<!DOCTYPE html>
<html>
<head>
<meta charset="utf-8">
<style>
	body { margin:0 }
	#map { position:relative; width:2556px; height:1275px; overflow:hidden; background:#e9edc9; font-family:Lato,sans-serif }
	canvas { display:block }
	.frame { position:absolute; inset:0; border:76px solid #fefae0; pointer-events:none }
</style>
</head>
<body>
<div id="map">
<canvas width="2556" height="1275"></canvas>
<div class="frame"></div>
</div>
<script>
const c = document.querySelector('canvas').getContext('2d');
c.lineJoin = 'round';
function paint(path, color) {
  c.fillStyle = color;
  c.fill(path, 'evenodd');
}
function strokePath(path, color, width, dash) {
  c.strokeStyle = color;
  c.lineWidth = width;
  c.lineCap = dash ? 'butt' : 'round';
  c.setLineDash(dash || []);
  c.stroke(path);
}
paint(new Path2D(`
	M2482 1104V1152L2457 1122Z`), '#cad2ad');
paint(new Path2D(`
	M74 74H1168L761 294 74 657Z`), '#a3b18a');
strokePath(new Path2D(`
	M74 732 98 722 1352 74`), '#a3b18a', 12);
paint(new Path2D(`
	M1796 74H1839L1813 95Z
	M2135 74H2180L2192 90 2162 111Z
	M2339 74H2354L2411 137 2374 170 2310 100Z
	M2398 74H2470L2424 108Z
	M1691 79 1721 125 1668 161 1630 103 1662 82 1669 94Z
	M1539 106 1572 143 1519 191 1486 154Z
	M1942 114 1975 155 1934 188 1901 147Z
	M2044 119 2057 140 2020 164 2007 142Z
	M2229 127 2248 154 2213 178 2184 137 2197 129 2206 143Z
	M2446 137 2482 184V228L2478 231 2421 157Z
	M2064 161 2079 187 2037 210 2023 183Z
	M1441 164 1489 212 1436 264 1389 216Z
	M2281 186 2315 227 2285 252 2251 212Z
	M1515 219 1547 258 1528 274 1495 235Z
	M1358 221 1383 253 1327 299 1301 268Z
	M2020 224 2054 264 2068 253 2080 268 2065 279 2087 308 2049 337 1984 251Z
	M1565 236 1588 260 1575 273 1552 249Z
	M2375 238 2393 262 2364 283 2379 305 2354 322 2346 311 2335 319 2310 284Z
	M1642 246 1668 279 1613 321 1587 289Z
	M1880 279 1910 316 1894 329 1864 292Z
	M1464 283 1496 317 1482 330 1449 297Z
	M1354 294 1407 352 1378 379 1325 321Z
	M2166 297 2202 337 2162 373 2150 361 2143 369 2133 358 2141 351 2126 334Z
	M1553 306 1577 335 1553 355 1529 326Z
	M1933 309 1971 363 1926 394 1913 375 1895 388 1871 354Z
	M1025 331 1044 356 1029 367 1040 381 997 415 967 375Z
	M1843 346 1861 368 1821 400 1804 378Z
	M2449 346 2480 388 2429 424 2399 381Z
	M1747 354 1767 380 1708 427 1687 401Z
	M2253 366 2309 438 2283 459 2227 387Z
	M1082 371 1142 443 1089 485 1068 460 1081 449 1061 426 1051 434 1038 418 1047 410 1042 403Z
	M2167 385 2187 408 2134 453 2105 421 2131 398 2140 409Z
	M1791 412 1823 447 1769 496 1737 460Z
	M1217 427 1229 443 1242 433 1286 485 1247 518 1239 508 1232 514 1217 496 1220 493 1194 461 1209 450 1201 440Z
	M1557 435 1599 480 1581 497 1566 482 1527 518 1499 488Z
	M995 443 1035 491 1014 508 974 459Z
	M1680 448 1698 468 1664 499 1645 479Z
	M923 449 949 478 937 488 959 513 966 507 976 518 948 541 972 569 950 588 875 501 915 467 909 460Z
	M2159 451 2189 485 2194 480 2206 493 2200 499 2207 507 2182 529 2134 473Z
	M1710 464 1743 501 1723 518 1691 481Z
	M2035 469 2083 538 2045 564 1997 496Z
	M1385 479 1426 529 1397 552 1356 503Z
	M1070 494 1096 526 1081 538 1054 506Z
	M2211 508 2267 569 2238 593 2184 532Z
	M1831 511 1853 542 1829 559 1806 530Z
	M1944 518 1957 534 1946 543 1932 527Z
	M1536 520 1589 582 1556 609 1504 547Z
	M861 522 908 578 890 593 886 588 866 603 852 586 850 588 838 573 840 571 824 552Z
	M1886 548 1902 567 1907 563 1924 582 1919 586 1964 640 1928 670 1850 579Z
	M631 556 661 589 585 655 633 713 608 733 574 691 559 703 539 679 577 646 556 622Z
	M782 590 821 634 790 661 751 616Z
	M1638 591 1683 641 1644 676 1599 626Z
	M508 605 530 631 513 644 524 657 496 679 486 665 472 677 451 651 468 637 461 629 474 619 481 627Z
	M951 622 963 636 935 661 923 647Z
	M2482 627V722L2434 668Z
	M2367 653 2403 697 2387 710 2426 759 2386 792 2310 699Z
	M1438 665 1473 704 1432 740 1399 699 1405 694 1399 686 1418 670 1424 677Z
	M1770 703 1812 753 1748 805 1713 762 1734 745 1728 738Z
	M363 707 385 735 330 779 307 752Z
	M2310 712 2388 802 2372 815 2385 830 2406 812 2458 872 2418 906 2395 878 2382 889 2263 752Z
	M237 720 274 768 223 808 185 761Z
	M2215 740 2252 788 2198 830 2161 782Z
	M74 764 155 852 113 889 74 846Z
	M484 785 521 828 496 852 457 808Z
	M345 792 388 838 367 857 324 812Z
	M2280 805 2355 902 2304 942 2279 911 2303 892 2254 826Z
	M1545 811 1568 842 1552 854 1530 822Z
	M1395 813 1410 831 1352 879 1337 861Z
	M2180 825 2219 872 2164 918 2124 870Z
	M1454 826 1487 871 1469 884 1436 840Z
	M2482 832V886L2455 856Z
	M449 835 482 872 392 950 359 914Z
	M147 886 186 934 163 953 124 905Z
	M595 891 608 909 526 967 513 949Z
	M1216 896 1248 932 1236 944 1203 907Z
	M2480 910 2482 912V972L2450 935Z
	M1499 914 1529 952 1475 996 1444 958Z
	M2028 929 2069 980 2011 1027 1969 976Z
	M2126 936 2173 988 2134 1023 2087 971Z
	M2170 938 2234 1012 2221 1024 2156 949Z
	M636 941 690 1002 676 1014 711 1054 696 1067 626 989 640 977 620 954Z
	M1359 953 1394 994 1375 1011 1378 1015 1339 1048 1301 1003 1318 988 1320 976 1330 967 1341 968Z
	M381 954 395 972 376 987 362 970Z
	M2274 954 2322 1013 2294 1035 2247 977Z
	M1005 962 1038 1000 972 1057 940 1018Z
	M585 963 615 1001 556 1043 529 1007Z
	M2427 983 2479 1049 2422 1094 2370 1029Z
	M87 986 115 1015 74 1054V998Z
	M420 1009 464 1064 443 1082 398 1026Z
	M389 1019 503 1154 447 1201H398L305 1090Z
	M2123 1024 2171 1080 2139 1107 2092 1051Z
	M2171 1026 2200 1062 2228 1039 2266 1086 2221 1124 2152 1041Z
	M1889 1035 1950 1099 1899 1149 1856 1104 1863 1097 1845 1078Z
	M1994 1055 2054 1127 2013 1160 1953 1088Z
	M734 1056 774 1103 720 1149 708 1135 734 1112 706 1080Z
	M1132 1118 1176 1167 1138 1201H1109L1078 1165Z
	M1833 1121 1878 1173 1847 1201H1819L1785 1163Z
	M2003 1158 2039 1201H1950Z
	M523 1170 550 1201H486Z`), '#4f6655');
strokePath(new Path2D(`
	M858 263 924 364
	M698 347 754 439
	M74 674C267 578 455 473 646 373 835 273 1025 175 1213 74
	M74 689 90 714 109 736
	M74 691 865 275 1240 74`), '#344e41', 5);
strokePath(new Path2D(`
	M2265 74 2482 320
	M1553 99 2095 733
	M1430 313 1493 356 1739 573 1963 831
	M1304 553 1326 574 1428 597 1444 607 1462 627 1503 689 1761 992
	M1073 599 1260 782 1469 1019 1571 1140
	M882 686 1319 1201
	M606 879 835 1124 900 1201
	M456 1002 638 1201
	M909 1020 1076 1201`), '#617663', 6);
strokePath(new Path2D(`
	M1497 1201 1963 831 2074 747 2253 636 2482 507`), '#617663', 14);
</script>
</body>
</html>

###

> **What the exercise asks**
Report the number of lines in the listing above that hold the word "canvas", and give no other text.

> **Problem solution**
3